父が顔を真っ赤にして怒鳴る。母が金切り声をだす。


「わたしの心は?こどもの心は?あなたは研究や死体いじりが大事でしょうけど、わたしたちは生きてるのよ?生きているあたしを、こどもを見てよ!せめて人間らしい家庭で暮らしたいの!」


ゼンとカチュアは子供心にこれから何が起きるのかわかっていた。わかっていたが、父と母の前に泣いてすがることもできず、子供部屋に逃げて二人で震えていた。豹変した父と母も怖かったし、地下にある不気味な死体やうめき声のする怪我人たちも怖かった。


その翌日、母が家から消えていた。




「父さん、母さんがいない」


ある朝、シーンと静まり返ったキッチンを見て、それからテーブルに座り本を読む父に語りかけた。父は本を読んでいるようには見えなかった。


「そうだな。」


父が興味もなさそうに答えた。


「探さないの?」


ゼンはか細い声で尋ねた


「そうだな。」


いくら待っても次の言葉はかえってこなかった。


「・・・」


父さん、探しにいこうよと口に出しかけたその時、待っていた父の言葉が出てきたが、それは味気ない一言だった。


「もう。帰ってこないとおもうよ」


ゼンはさめざめと泣いた。いつかは来ると怯えていた結末に。そして、母が自分とカチュアを連れて行ってくれなかったことに。でも、なにが正しいかは判断できなかった。ひとつだけ薄ぼんやりとわかったのは、母は逃げたかったのだということ。父から、地下室から、いやこの田舎の村から。

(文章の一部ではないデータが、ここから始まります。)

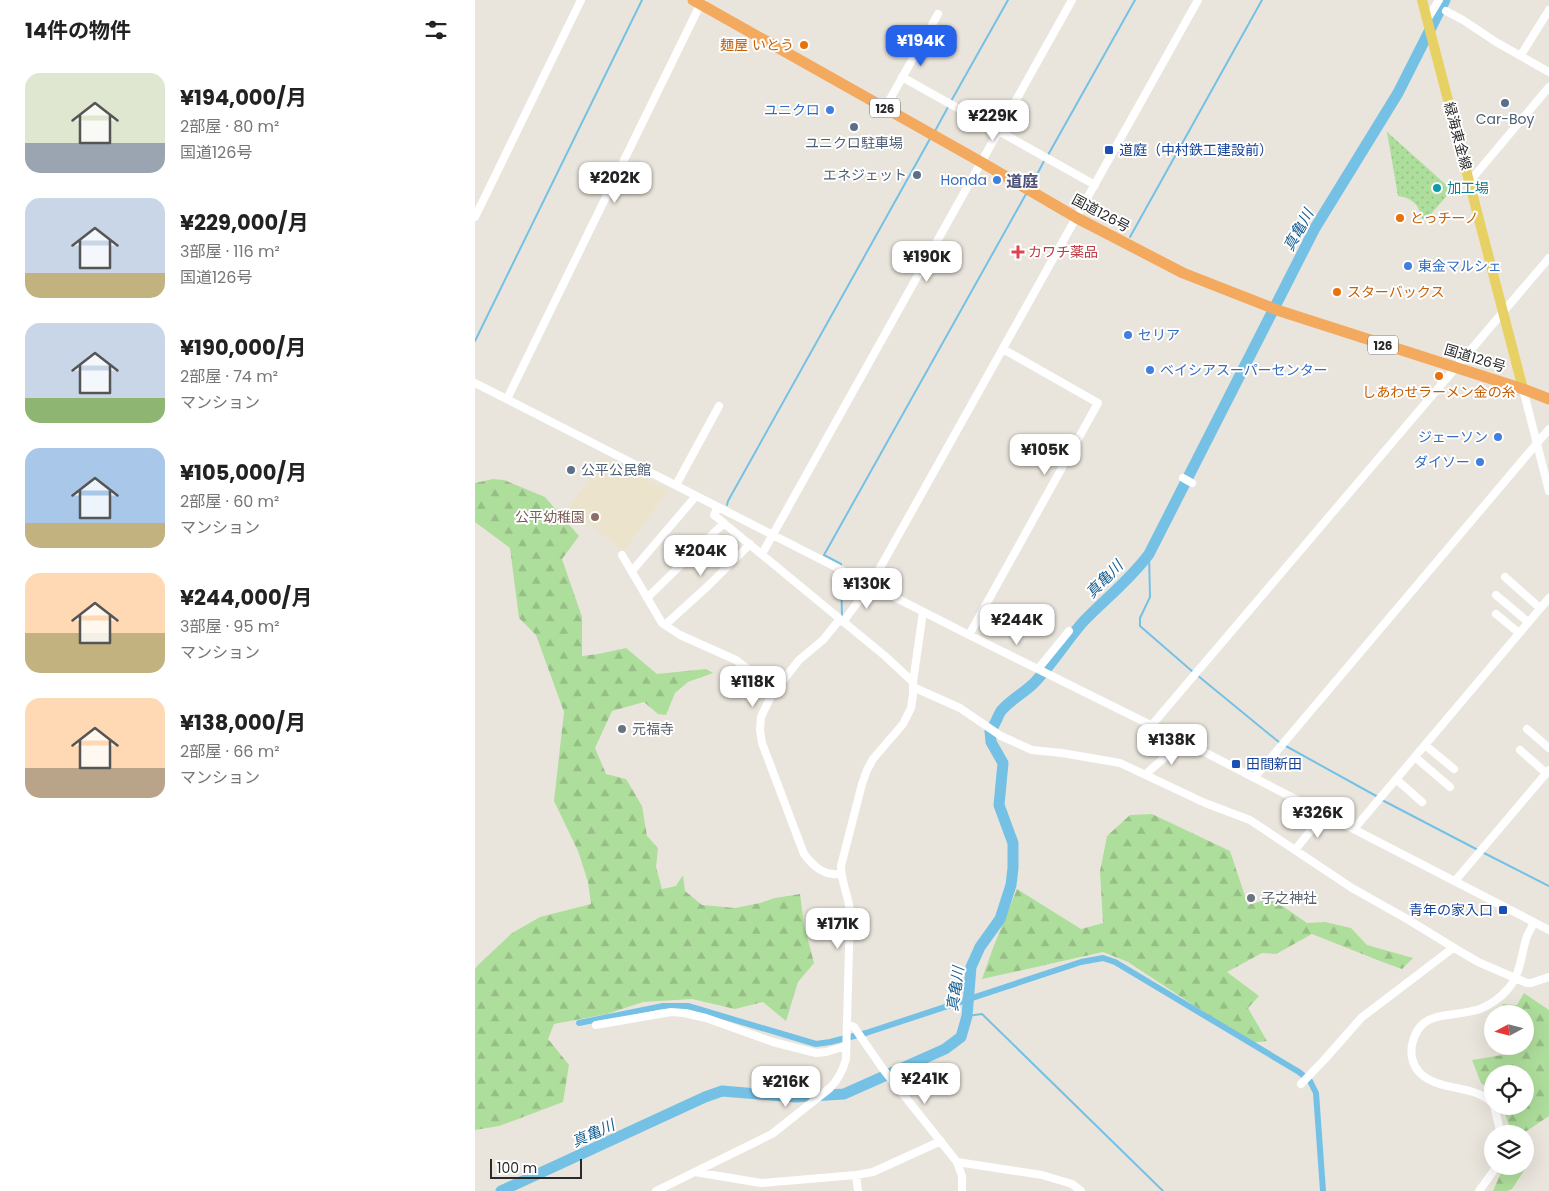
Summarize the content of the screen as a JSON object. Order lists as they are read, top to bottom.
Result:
{
  "streets": {
    "highway": ["126", "国道126号"],
    "main road": ["緑海東金線"]
  },
  "crossings": [
    ["緑海東金線", "国道126号"]
  ],
  "districts": ["道庭"],
  "water": ["真亀川"],
  "places": {
    "other": [
      "麺屋 いとう",
      "Car-Boy",
      "ユニクロ",
      "ユニクロ駐車場",
      "エネジェット",
      "Honda",
      "加工場",
      "とっチーノ",
      "東金マルシェ",
      "スターバックス",
      "セリア",
      "ベイシアスーパーセンター",
      "しあわせラーメン金の糸",
      "ジェーソン",
      "ダイソー",
      "公平公民館",
      "公平幼稚園",
      "元福寺",
      "子之神社"
    ],
    "transit": ["道庭（中村鉄工建設前）", "田間新田", "青年の家入口"],
    "health": ["カワチ薬品"]
  },
  "scale_bar": "100 m",
  "north": "left",
  "page": {
    "heading": "14件の物件",
    "price": [
      "¥194K",
      "¥229K",
      "¥202K",
      "¥190K",
      "¥105K",
      "¥204K",
      "¥130K",
      "¥244K",
      "¥118K",
      "¥138K",
      "¥326K",
      "¥171K",
      "¥241K",
      "¥216K"
    ],
    "list": [
      {
        "name": "¥194,000/月",
        "note": "2部屋 · 80 m² · 国道126号"
      },
      {
        "name": "¥229,000/月",
        "note": "3部屋 · 116 m² · 国道126号"
      },
      {
        "name": "¥190,000/月",
        "note": "2部屋 · 74 m² · マンション"
      },
      {
        "name": "¥105,000/月",
        "note": "2部屋 · 60 m² · マンション"
      },
      {
        "name": "¥244,000/月",
        "note": "3部屋 · 95 m² · マンション"
      },
      {
        "name": "¥138,000/月",
        "note": "2部屋 · 66 m² · マンション"
      }
    ],
    "scale": "100 m"
  }
}
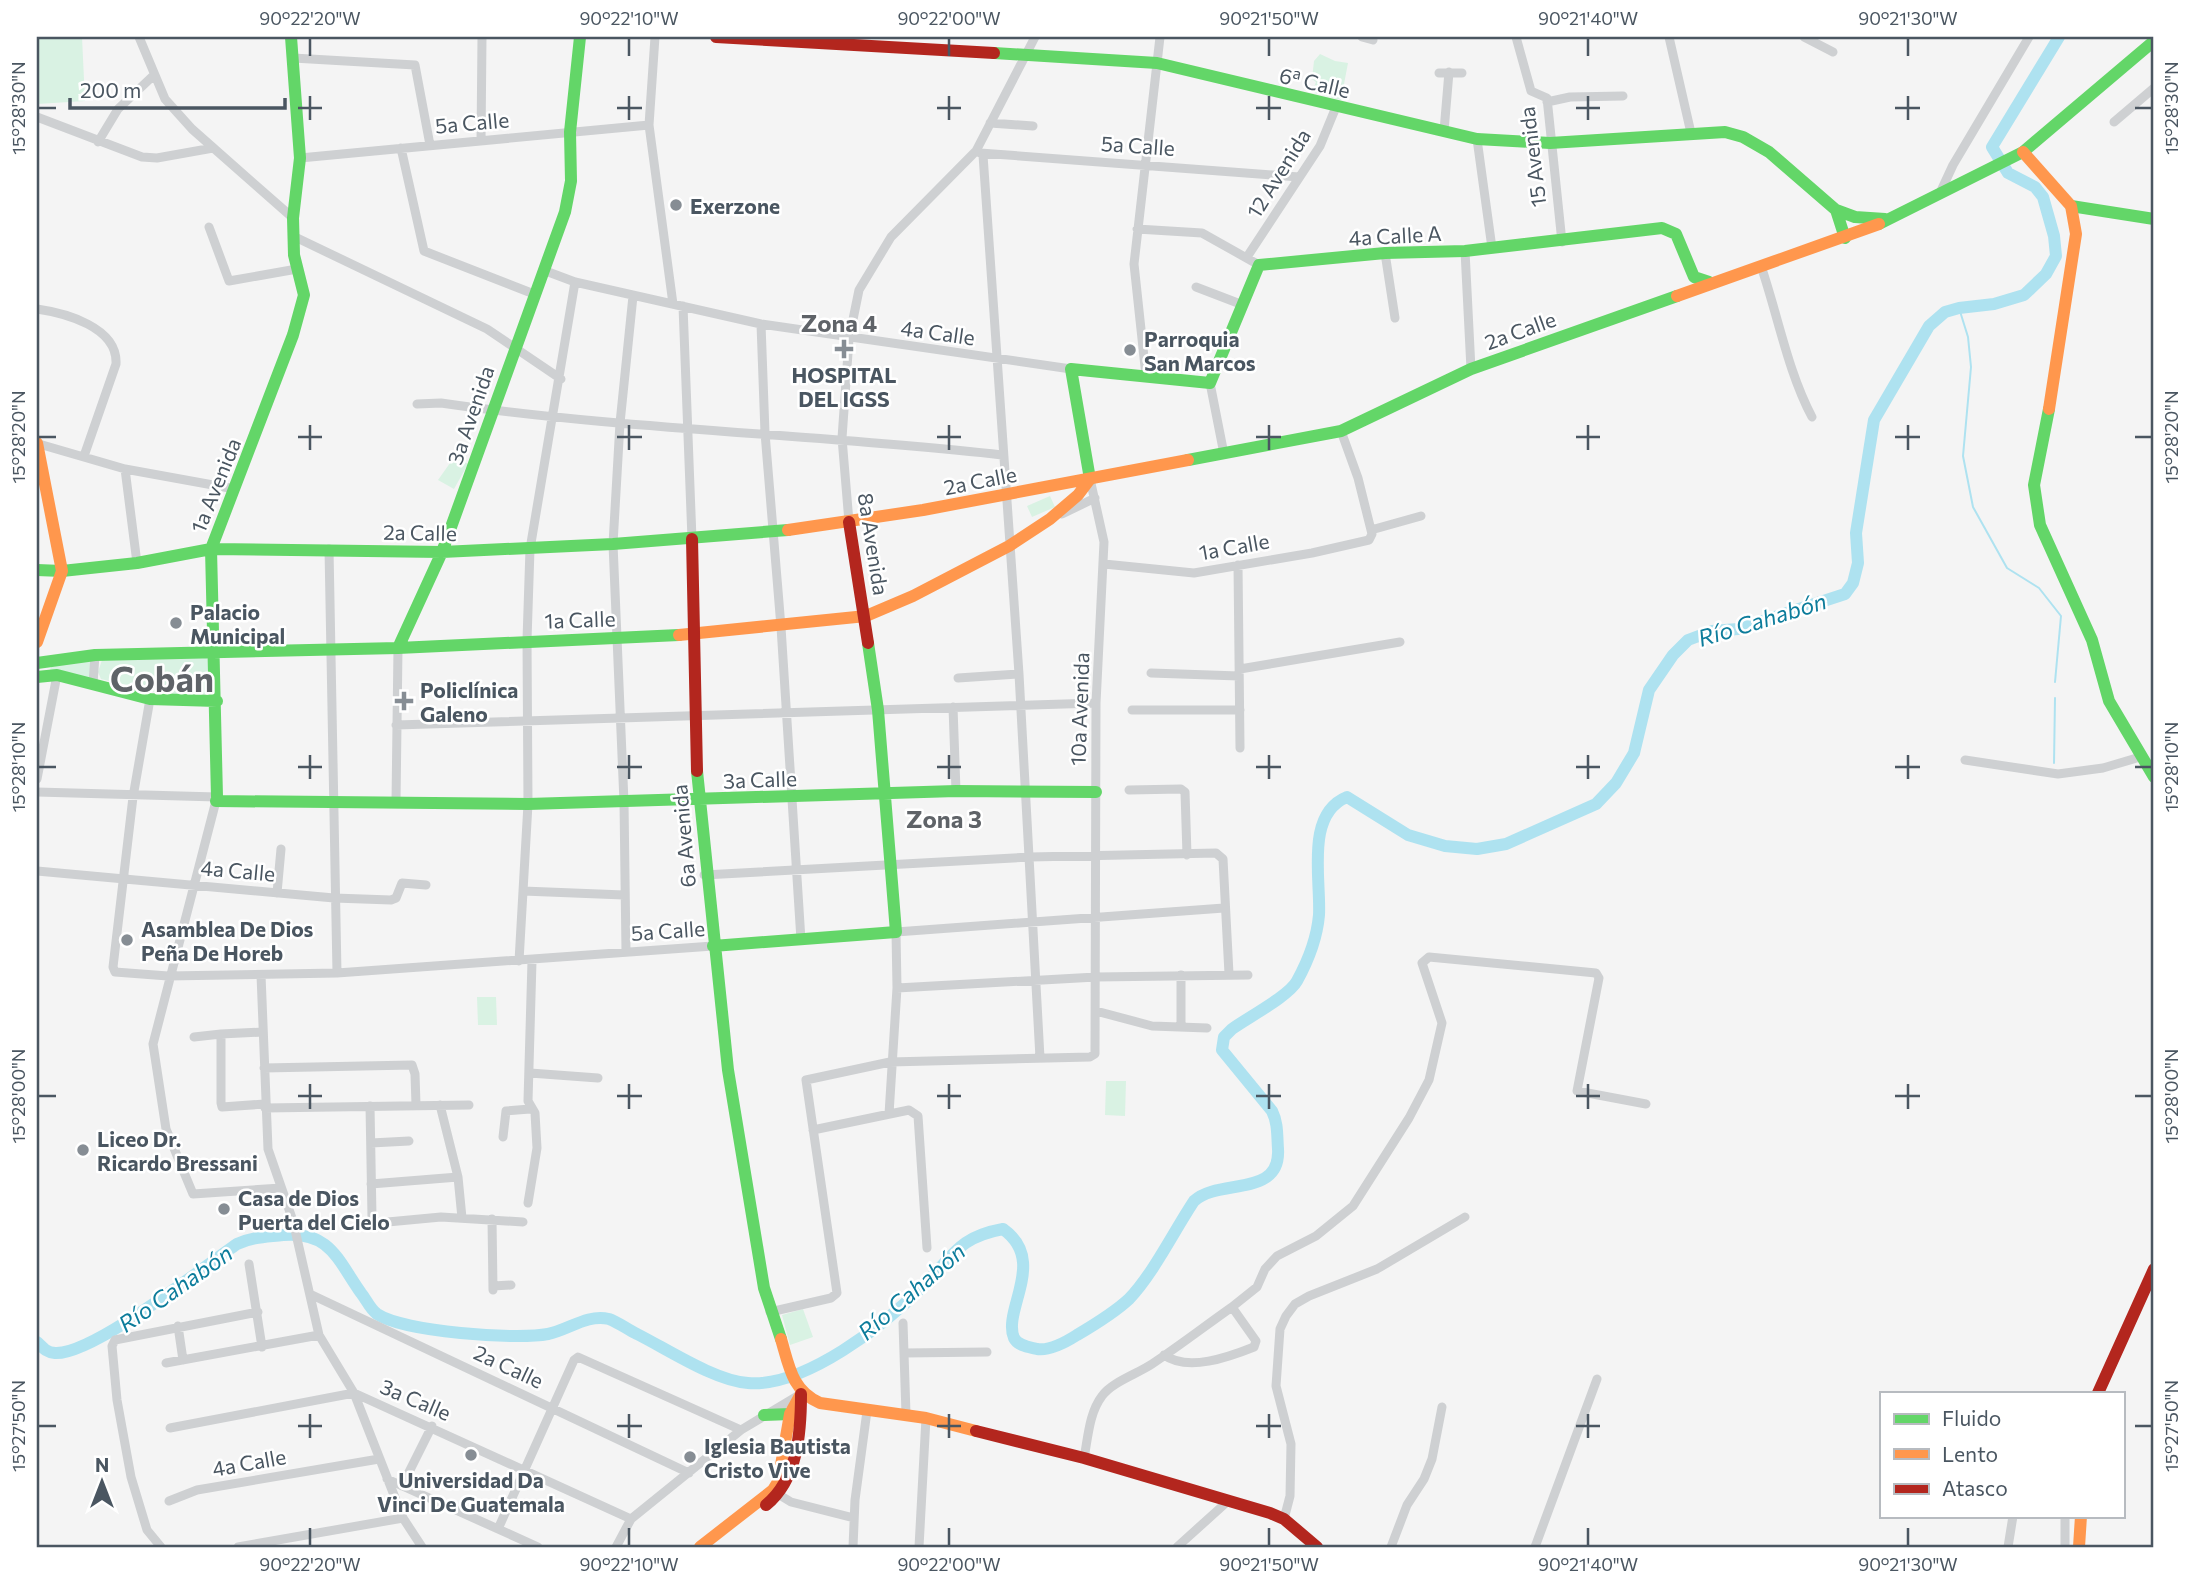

「ゼン、カチュア。何かを失うのはつらいな。父さんはな、手や足を失った兵隊さんが悲しそうな顔をしているのが辛かったからこんなことを始めた。でもその結果、父さんは何かを失った気がするよ。冷たい体や血を触り過ぎたのかもしれない。ぬくもりや暖かみを失ったら、それはもう人間じゃないのかもしれない。でもな、父さんはもう戻れないのかもしれないな。」


ゼンもカチュアも泣いていた。優しかった父は、今はもう見る影もなくやつれてげっそりとしていた。それでも地下の研究室に降りていく父の背中を目にしながら、ゼンは胸がこみ上げた。


「ぼくたちがいるよ。そばにいるんだよ!見てよ、父さん!」


父は振り返らなかった。なぜなら父は、兄妹をもう見ていなかったから。



父は、母を探すこともなく、自室に数日こもった後、地下の研究室に戻り研究を再開した。いっそう、父は治癒薬の研究にのめり込んでいった。


母を求めて泣きさけぶカチュアをなだめるため、ゼンは涙をこらえカチュアに笑顔を注いだが、カチュアは泣き止むことはなかった。


その数年後。ゼンが17歳、カチュアが14歳の時に村が襲撃された。